When Publius Rutilius Rufus had called to see him, he laughed, assuring his visitor that he had no intention of giving up his profitable little venture in order to pander to a baby. Rutilius Rufus then offered him a properly drawn-up contract which included a luxurious apartment in an even better Palatine insula, and more money than his school brought in. Still Marcus Antonius Gnipho laughed a refusal.

“At least come and see the child,” said Rutilius Rufus. “If someone dangles a bait the size of this one under your nose, you’d be a fool if you declined to look.”

When he met Young Caesar, the teacher changed his mind.

“Not,” he said to Publius Rutilius Rufus, “because he is who he is, or even because of his amazing intelligence. I am committing myself to Young Caesar as his tutor because I like him enormously—and I fear for his future.”

 

“That wretched child!” Aurelia said to Lucius Cornelius Sulla when he called in late September to see her. “The family clubbed together to find the money to hire him a magnificent pedagogue, and what happens? The pedagogue has fallen for his charm!”

“Huh,” said Sulla, who hadn’t called to hear a litany—even of complaint—about any of Aurelia’s offspring. Children bored him, no matter how bright and charming; that his own did not bore him was a source of mystery. No, he had called to tell Aurelia he was going away.

“So you’re deserting me too,” she said, offering him grapes from her courtyard garden.

“Very soon, I’m afraid. Titus Didius wants to ship his troops to Spain by sea, and early winter’s the best time of year. However, I’m going ahead by land to prepare for their arrival.”

“Tired of Rome?”

“Wouldn’t you be, in my shoes?”

“Oh, yes.”

He moved restlessly, clenched his fists in frustration. “I am never going to get there, Aurelia!”

But that only provoked a laugh. “Pooh! You’ve got October Horse written all over you, Lucius Cornelius. One day it will come, you wait and see.”

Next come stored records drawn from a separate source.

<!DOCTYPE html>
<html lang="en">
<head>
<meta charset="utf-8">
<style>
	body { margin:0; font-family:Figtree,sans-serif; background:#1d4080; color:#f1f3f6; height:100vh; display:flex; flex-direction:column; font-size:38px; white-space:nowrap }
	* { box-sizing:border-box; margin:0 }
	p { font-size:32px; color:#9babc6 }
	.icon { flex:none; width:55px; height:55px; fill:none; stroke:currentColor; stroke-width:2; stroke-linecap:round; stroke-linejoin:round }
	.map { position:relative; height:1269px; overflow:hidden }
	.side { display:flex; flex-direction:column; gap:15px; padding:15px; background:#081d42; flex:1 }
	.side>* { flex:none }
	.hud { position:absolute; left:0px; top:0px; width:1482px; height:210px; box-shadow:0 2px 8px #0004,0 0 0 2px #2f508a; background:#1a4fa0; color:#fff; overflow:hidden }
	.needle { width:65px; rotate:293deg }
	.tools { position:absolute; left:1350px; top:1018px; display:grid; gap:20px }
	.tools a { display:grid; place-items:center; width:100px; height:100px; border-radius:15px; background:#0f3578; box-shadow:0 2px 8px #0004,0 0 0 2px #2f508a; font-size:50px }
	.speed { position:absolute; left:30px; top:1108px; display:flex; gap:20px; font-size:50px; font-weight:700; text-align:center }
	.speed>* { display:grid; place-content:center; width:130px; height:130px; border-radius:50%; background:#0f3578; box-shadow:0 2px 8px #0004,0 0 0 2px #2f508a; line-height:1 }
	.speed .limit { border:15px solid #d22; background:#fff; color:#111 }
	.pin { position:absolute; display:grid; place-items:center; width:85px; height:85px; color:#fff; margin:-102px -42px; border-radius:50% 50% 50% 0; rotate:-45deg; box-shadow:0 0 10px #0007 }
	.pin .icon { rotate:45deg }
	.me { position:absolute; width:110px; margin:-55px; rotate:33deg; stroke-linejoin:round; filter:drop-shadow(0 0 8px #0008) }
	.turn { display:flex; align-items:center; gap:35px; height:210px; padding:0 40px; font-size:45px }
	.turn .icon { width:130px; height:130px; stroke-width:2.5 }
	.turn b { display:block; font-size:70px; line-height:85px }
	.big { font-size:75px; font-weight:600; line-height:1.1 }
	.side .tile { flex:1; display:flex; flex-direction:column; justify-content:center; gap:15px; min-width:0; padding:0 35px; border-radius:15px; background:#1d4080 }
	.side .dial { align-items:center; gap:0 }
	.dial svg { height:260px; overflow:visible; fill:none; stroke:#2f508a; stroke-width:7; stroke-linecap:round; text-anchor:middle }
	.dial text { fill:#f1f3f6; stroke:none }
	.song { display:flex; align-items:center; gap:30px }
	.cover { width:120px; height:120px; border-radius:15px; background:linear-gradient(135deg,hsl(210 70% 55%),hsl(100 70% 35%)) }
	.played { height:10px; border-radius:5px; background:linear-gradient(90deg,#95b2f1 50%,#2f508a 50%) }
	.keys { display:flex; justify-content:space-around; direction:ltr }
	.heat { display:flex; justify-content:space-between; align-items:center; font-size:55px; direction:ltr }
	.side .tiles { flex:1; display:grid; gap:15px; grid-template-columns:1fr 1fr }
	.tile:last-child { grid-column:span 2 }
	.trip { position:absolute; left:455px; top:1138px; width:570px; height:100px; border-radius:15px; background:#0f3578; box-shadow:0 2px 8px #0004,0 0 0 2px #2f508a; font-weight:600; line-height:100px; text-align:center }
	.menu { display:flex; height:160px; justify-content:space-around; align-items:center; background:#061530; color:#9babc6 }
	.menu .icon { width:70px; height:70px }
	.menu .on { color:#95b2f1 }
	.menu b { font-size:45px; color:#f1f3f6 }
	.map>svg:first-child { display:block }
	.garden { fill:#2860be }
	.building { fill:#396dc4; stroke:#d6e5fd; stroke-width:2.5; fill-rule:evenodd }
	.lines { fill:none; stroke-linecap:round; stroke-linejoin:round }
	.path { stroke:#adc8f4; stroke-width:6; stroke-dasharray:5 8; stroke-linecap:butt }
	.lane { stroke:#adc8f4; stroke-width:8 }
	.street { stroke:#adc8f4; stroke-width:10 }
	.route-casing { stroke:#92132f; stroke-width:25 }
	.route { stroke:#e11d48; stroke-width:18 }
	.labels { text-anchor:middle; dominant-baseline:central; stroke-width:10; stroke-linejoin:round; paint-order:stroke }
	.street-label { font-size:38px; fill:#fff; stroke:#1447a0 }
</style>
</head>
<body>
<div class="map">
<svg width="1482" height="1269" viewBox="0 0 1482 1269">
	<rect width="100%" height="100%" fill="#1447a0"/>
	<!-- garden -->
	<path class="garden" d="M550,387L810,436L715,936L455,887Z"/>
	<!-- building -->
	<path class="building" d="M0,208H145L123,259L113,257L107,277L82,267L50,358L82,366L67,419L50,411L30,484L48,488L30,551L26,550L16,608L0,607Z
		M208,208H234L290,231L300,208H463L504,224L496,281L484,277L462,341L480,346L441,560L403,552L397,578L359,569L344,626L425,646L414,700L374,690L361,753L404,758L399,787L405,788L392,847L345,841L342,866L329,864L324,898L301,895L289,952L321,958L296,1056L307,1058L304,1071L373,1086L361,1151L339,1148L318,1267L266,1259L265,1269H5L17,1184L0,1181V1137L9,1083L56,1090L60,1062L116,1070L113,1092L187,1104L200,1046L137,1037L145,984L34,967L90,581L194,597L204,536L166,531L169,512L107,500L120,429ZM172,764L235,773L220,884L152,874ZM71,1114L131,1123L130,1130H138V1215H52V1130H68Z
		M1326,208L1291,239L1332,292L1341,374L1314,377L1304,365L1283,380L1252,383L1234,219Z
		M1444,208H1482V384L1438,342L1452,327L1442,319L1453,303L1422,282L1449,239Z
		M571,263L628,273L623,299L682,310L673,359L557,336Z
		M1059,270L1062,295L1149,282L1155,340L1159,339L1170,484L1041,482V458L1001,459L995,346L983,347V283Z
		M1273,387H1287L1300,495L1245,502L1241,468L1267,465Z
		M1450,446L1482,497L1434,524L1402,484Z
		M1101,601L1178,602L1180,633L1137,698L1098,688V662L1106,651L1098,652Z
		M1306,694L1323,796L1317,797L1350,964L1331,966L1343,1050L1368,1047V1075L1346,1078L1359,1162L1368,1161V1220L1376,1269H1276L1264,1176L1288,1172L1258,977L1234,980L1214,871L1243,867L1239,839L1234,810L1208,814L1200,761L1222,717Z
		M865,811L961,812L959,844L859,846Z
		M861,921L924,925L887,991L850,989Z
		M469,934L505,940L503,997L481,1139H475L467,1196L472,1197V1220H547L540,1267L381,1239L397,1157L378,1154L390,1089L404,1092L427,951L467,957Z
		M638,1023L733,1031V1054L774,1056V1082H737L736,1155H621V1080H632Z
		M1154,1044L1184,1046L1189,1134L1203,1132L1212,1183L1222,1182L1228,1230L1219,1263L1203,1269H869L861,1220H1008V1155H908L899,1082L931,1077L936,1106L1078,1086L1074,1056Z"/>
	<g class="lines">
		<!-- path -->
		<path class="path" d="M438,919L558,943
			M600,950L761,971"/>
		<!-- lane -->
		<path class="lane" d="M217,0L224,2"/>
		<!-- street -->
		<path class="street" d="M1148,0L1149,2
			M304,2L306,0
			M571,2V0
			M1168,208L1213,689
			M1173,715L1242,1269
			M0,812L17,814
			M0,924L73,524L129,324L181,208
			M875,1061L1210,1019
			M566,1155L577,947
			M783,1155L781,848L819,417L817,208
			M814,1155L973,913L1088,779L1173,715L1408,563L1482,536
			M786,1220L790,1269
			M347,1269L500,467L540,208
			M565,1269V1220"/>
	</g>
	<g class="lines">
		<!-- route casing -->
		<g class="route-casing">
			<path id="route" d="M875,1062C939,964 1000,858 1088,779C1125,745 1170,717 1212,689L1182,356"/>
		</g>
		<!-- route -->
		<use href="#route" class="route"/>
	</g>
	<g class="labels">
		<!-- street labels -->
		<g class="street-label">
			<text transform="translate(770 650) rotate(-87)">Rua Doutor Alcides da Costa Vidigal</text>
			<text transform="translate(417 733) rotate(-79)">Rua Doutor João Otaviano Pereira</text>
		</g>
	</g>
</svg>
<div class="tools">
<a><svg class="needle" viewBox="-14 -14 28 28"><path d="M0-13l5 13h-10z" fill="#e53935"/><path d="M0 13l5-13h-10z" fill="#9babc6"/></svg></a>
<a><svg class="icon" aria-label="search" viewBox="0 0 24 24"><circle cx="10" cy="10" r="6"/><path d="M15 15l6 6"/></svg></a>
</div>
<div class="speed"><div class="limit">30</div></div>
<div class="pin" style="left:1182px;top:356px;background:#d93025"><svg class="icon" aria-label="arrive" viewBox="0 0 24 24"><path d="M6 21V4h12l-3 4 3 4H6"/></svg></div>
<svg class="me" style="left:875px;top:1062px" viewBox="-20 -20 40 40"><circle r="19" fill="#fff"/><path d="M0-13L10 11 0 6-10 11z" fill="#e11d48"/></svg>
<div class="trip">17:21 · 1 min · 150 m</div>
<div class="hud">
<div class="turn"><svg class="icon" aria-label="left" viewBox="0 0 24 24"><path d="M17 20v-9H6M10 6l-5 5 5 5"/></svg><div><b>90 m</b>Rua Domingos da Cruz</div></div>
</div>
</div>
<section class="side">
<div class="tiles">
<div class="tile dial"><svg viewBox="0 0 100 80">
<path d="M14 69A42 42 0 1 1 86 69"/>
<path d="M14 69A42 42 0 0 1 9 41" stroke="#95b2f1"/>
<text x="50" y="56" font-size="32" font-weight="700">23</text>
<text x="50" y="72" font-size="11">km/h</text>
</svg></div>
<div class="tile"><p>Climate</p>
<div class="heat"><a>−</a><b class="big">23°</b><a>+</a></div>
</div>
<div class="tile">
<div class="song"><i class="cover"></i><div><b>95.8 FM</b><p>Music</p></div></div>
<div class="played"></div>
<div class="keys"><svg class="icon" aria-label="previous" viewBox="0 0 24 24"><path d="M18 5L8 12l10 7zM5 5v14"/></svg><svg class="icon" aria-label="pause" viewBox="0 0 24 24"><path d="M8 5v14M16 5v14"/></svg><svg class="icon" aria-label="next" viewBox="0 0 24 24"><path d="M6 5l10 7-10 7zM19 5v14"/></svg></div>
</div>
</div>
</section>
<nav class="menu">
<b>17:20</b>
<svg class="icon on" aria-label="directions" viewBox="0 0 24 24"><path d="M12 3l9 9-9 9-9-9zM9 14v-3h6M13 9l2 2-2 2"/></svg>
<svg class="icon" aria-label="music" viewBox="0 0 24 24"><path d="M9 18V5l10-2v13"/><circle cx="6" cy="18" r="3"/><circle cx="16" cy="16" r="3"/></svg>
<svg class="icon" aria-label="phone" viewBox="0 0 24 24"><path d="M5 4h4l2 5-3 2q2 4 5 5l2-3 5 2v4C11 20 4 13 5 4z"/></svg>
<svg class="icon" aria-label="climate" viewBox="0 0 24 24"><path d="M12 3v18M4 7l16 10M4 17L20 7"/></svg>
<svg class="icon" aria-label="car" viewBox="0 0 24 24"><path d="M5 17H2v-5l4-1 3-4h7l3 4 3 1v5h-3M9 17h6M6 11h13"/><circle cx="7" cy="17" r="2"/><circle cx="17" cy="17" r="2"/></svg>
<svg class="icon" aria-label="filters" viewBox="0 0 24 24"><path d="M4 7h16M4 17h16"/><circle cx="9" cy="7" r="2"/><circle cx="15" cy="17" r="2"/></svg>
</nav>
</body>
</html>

“Not entirely, I hope,” he said, laughing too. “I’d like to keep my head on my shoulders—which is more than the poor October Horse ever does! Why is that, I wonder? The trouble with all our rituals is that they’re so old we don’t even understand the language in which we rattle off the prayers, let alone know why we harness war-horses in pairs to chariots, and race them, and then sacrifice the right-hand beast of the winning team. As for fighting over its head—!” So bright was the light that his pupils had contracted to pinpoints and gave him the look of a blinded seer; the eyes he turned on her were filled with a seer’s pain—not a pain of past or present, but doomed by knowledge of the future. And he cried out, “Aurelia, Aurelia! Why is it that I never manage to be happy?”

Her heart squeezed itself up, she pressed her nails into her palms. “I don’t know, Lucius Cornelius.”

“Nor do I.”

How horrible to offer him good sense, yet what else could she do? “I think you need to be busy.”

He answered her dryly. “Oh, definitely! When I’m busy, I have no time to think.”

“So I find it,” she said huskily, and then said, “There ought to be more to life than that.”